Historically, we've done early-stage investing and we like taking things from academic institutions and helping drive them. But if it takes a long time, you always have to be thinking about when the next window is.
We’re looking at it as, in the next two to three years, the window will get juicy again. You can raise capital and the companies that you're building today can get to the point where they’ll need a lot more because they'll be in late-stage clinical [trials].
You mentioned working with academic labs to advance their research. Why invest in them instead of more experienced biotech company creators?
Because it takes so long to get through a regulatory process, [biotech] has almost had  “reverse ageism,” where it's [the] older, the better because you have a lot of experience. You've been through maybe one or two drug discovery cycles.
In the last seven years or so, the capital markets were really accommodating. We saw a lot of novel technologies coming out of labs, with first-time entrepreneurs. At the end of the day, those entrepreneurs are often the postdocs in the labs where the technology was discovered. Who knows it better than some of those folks?
We have started companies behind first-time entrepreneurs. There is a lot more that goes into building the company over time. It does require having a lot of support [from] people who are not necessarily first timers in the drug discovery business. [But] there aren’t enough entrepreneurs out there to go after unless you start chasing first-time entrepreneurs as well.
Within drug [development], there are really different skill sets, from clinical development, to preclinical development, regulatory and manufacturing. When we’ve got a brilliant postdoc coming out of the lab, the first thing we tell them is to put together a team that hits those pieces. That's the most important thing, because those are the people that are going to help you get from point A to a drug.
Many of your portfolio companies are based outside of the prominent biotech hubs in Boston, San Diego and San Francisco. Why?
We’ve had a relationship with a venture fund called Eight Roads, a group that has Fidelity as their main limited partner. They've always been focused outside of the U.S., and have, over time, done quite a bit of healthcare and life sciences [investing]. We had boots on the ground and people that were like-minded with us. What we don't believe in is trying to invest from afar without a local presence, it's really hard to do.
The more we did, the more we learned that innovation is truly global. Historically, the belief has been that innovation, at least in our space, comes from Boston, San Francisco, North Carolina, some San Diego, for a while Minneapolis. I think that’s true without a doubt, but the academic institutions, especially in China, are rapidly developing and catching up. A lot of folks who did their PhDs and postdocs in labs in the U.S. or London have now gone back and are academics there, so we're seeing innovation come from everywhere.

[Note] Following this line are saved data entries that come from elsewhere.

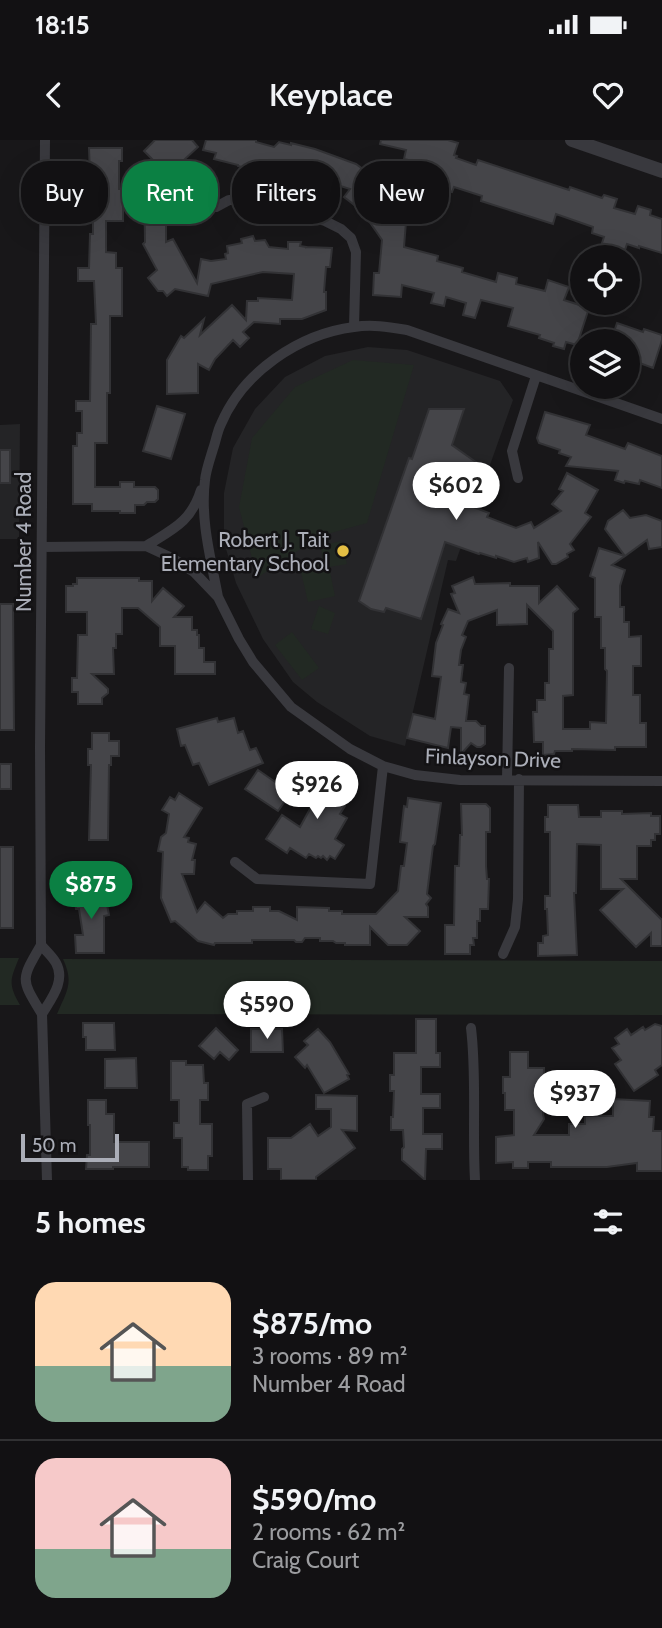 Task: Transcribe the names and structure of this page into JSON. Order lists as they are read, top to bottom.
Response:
{
  "streets": {
    "street": ["Number 4 Road", "Finlayson Drive"]
  },
  "crossings": [
    ["Number 4 Road", "Finlayson Drive"]
  ],
  "places": ["Robert J. Tait Elementary School"],
  "scale_bar": "50 m",
  "page": {
    "status": "18:15",
    "header": "Keyplace",
    "chip": [
      "Buy",
      "Rent",
      "Filters",
      "New"
    ],
    "price": [
      "$602",
      "$926",
      "$875",
      "$590",
      "$937"
    ],
    "scale": "50 m",
    "heading": "5 homes",
    "list": [
      {
        "name": "$875/mo",
        "note": "3 rooms · 89 m² · Number 4 Road"
      },
      {
        "name": "$590/mo",
        "note": "2 rooms · 62 m² · Craig Court"
      }
    ]
  }
} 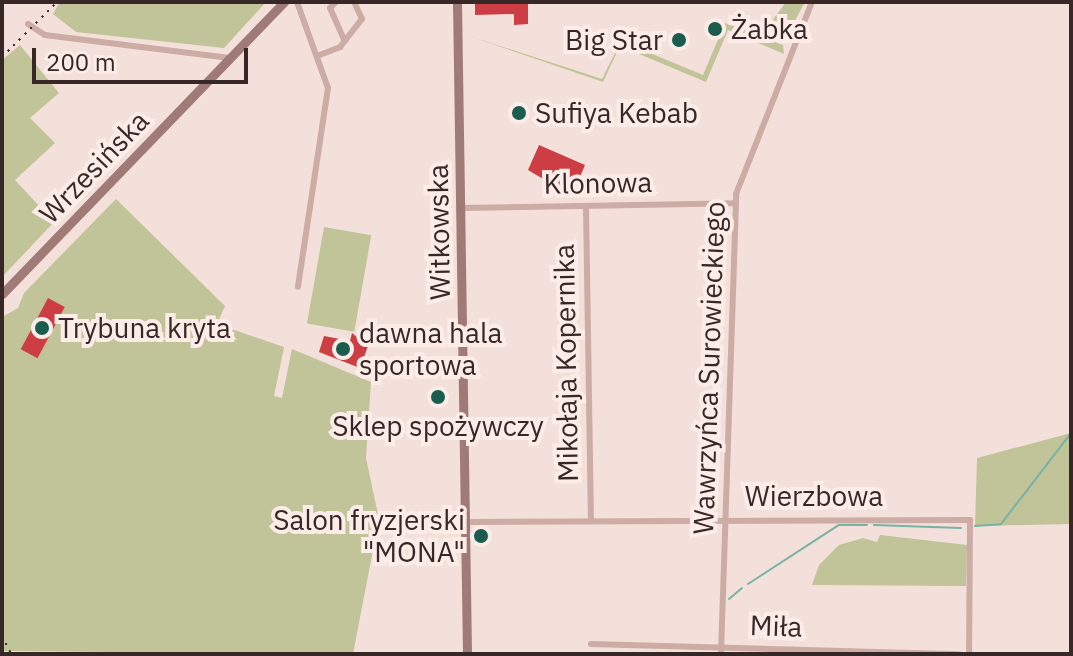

A great example is a biologics company called Innovent, which we started in our offices here [in the U.S.] It’s a public company now, and has multiple drugs approved – they have China's first or second PD-1 [inhibitor].
We continue to look at the U.S. and Europe as hubs for life sciences. Then there's the emerging markets, which are primarily China and India for us. We look at Japan as well, even though it’s not an emerging market. It's emerging in that it's starting to develop less of a big pharma and more of a biotech culture.